## DIRECTIONS FOR THIS TASK
The expected response is the complete listing below, restated exactly, with its pictures omitted.

## PROVIDED DATA
☆ ☆ ☆ ☆ ☆
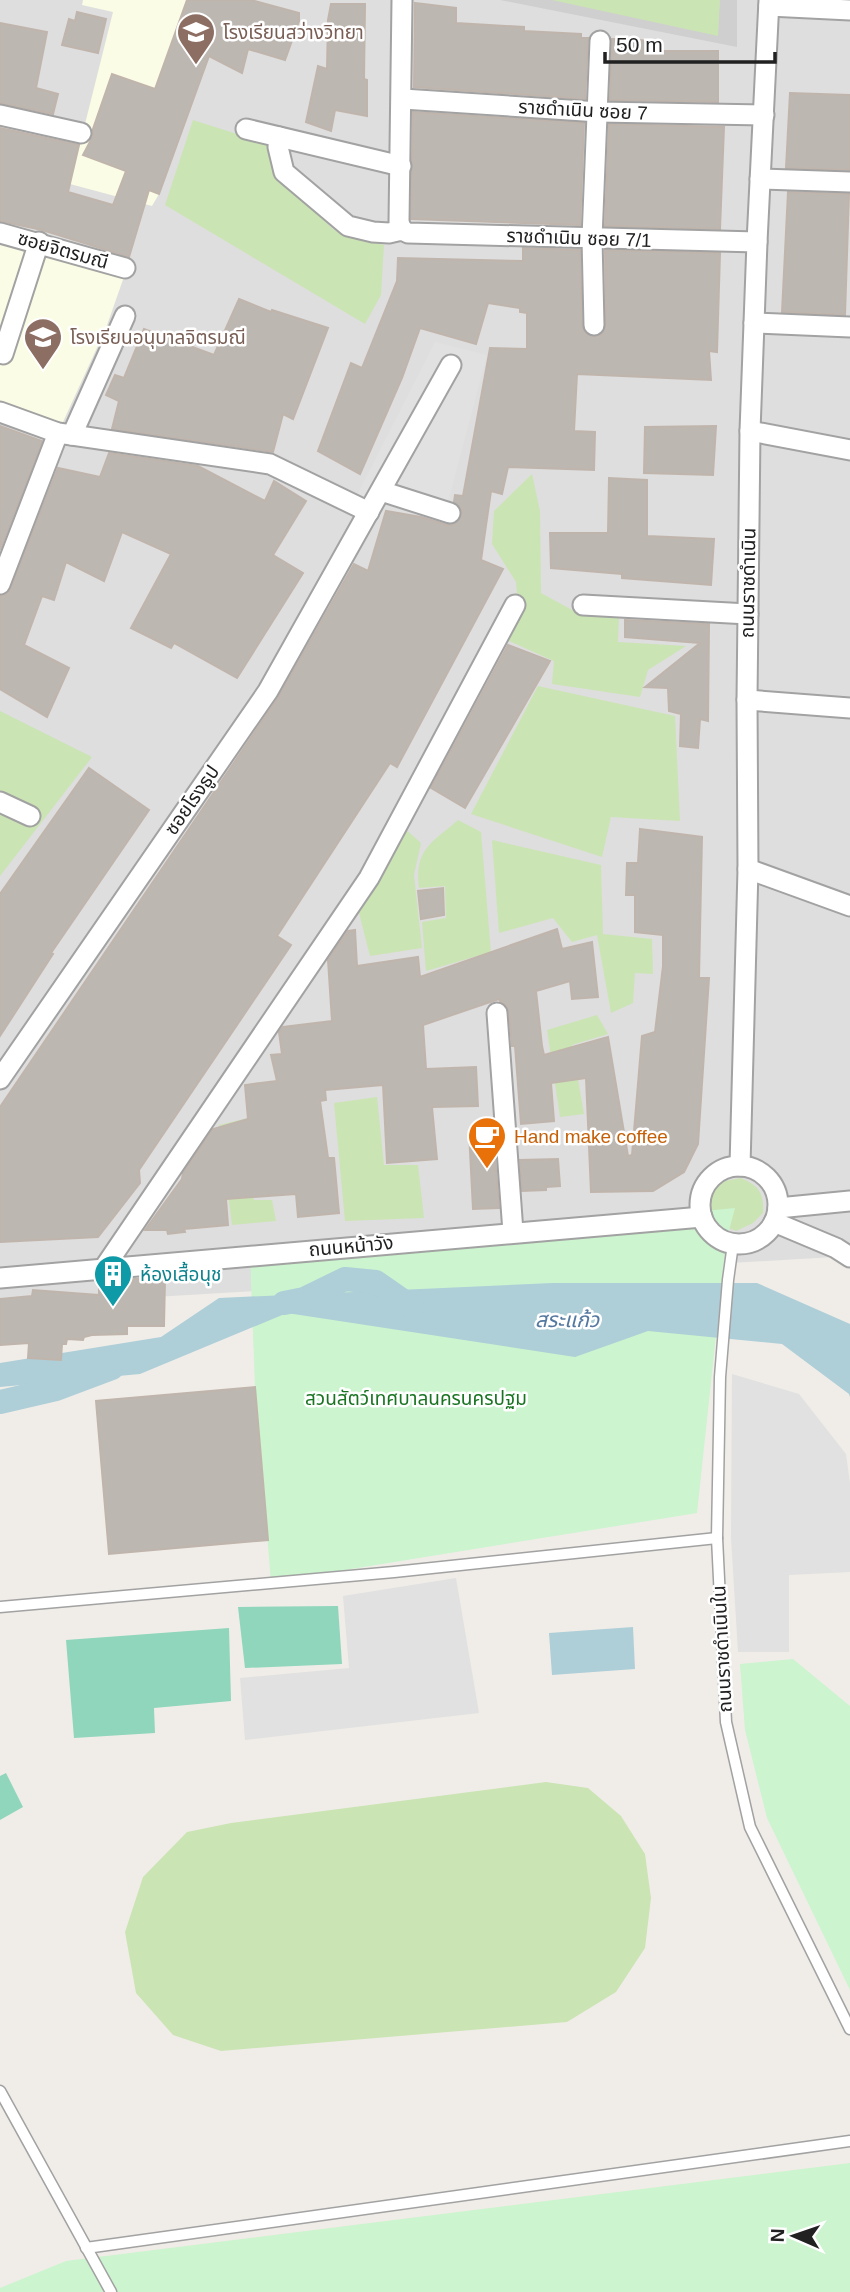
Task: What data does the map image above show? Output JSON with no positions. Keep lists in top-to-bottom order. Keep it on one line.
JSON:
{"streets":{"street":["ราชดำเนิน ซอย 7","ราชดำเนิน ซอย 7/1","ซอยจิตรมณี","ถนนราชดำเนิน","ซอยโรงธูป","ถนนหน้าวัง"],"lane":["ถนนราชดำเนินใน"]},"crossings":[["ราชดำเนิน ซอย 7","ถนนราชดำเนิน"],["ราชดำเนิน ซอย 7/1","ถนนราชดำเนิน"],["ถนนราชดำเนิน","ถนนหน้าวัง"],["ถนนราชดำเนิน","ถนนราชดำเนินใน"],["ถนนหน้าวัง","ถนนราชดำเนินใน"]],"water":["สระแก้ว"],"parks":["สวนสัตว์เทศบาลนครนครปฐม"],"places":{"school or university":["โรงเรียนสว่างวิทยา","โรงเรียนอนุบาลจิตรมณี"],"cafe":["Hand make coffee"],"building":["ห้องเสื้อนุช"]},"scale_bar":"50 m","north":"left"}
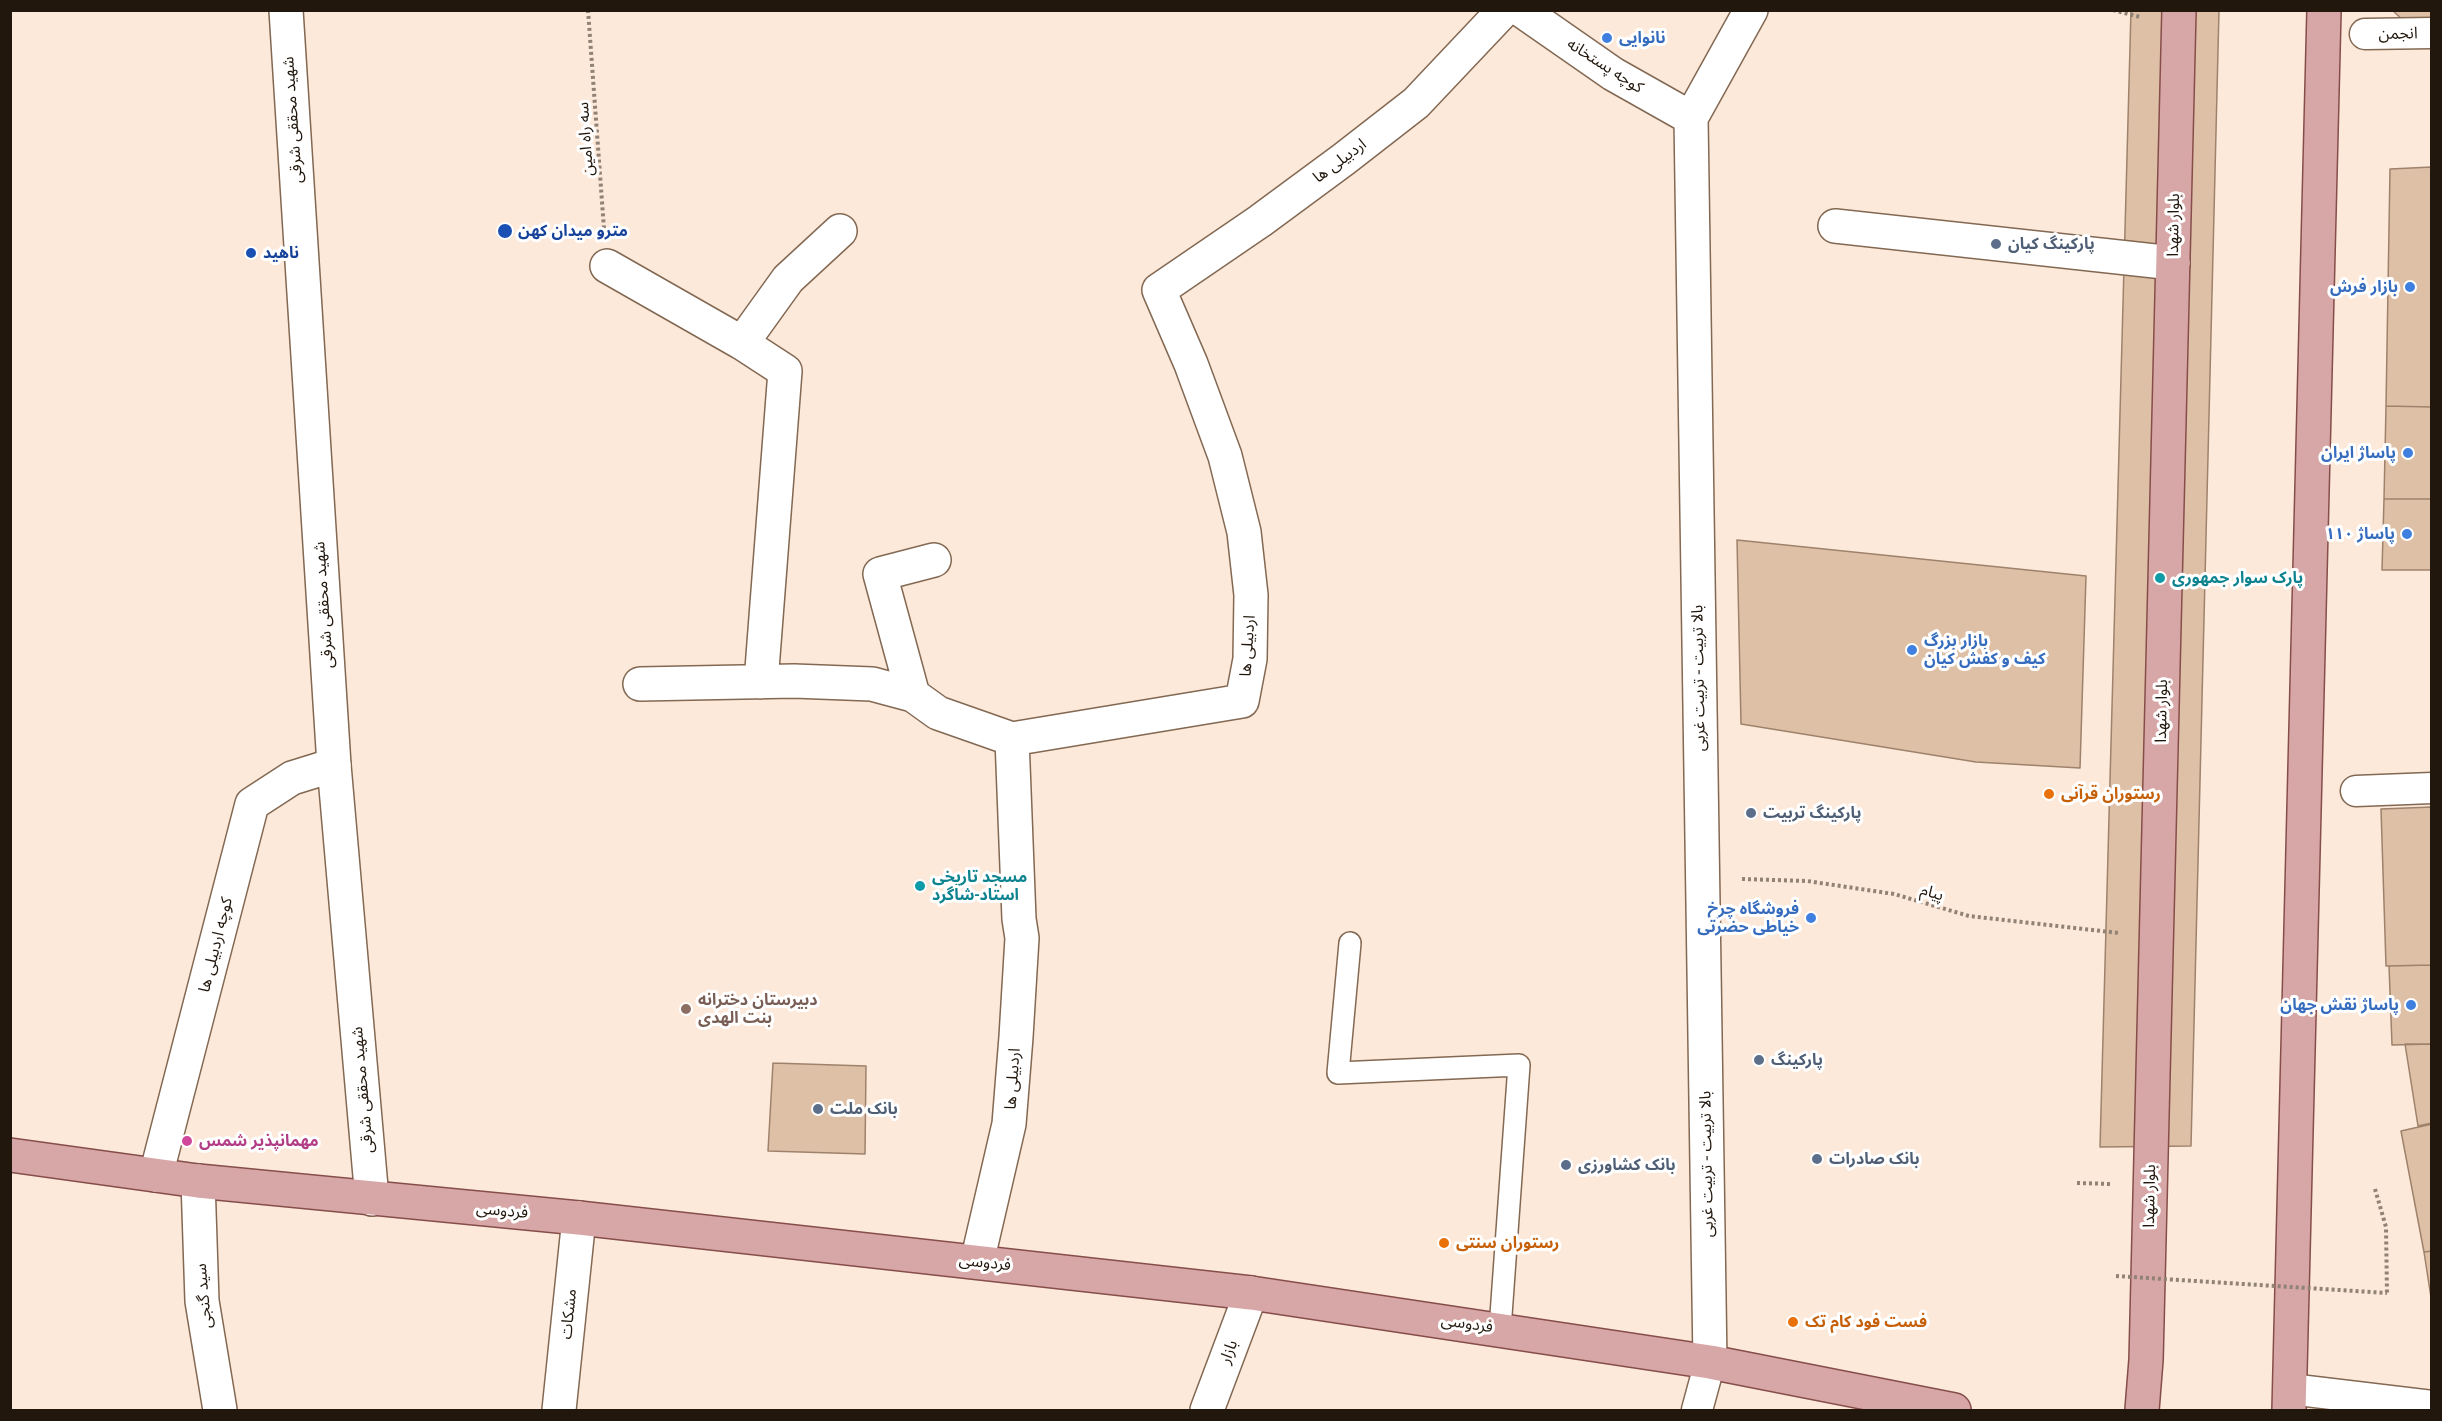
☆ ☆ ☆ ☆ ☆
## SOLUTION TO THIS TASK
Task: What data does the map image above show? Output JSON with no positions. Keep lists in top-to-bottom order. Keep it on one line.
JSON:
{"streets":{"street":["ราชดำเนิน ซอย 7","ราชดำเนิน ซอย 7/1","ซอยจิตรมณี","ถนนราชดำเนิน","ซอยโรงธูป","ถนนหน้าวัง"],"lane":["ถนนราชดำเนินใน"]},"crossings":[["ราชดำเนิน ซอย 7","ถนนราชดำเนิน"],["ราชดำเนิน ซอย 7/1","ถนนราชดำเนิน"],["ถนนราชดำเนิน","ถนนหน้าวัง"],["ถนนราชดำเนิน","ถนนราชดำเนินใน"],["ถนนหน้าวัง","ถนนราชดำเนินใน"]],"water":["สระแก้ว"],"parks":["สวนสัตว์เทศบาลนครนครปฐม"],"places":{"school or university":["โรงเรียนสว่างวิทยา","โรงเรียนอนุบาลจิตรมณี"],"cafe":["Hand make coffee"],"building":["ห้องเสื้อนุช"]},"scale_bar":"50 m","north":"left"}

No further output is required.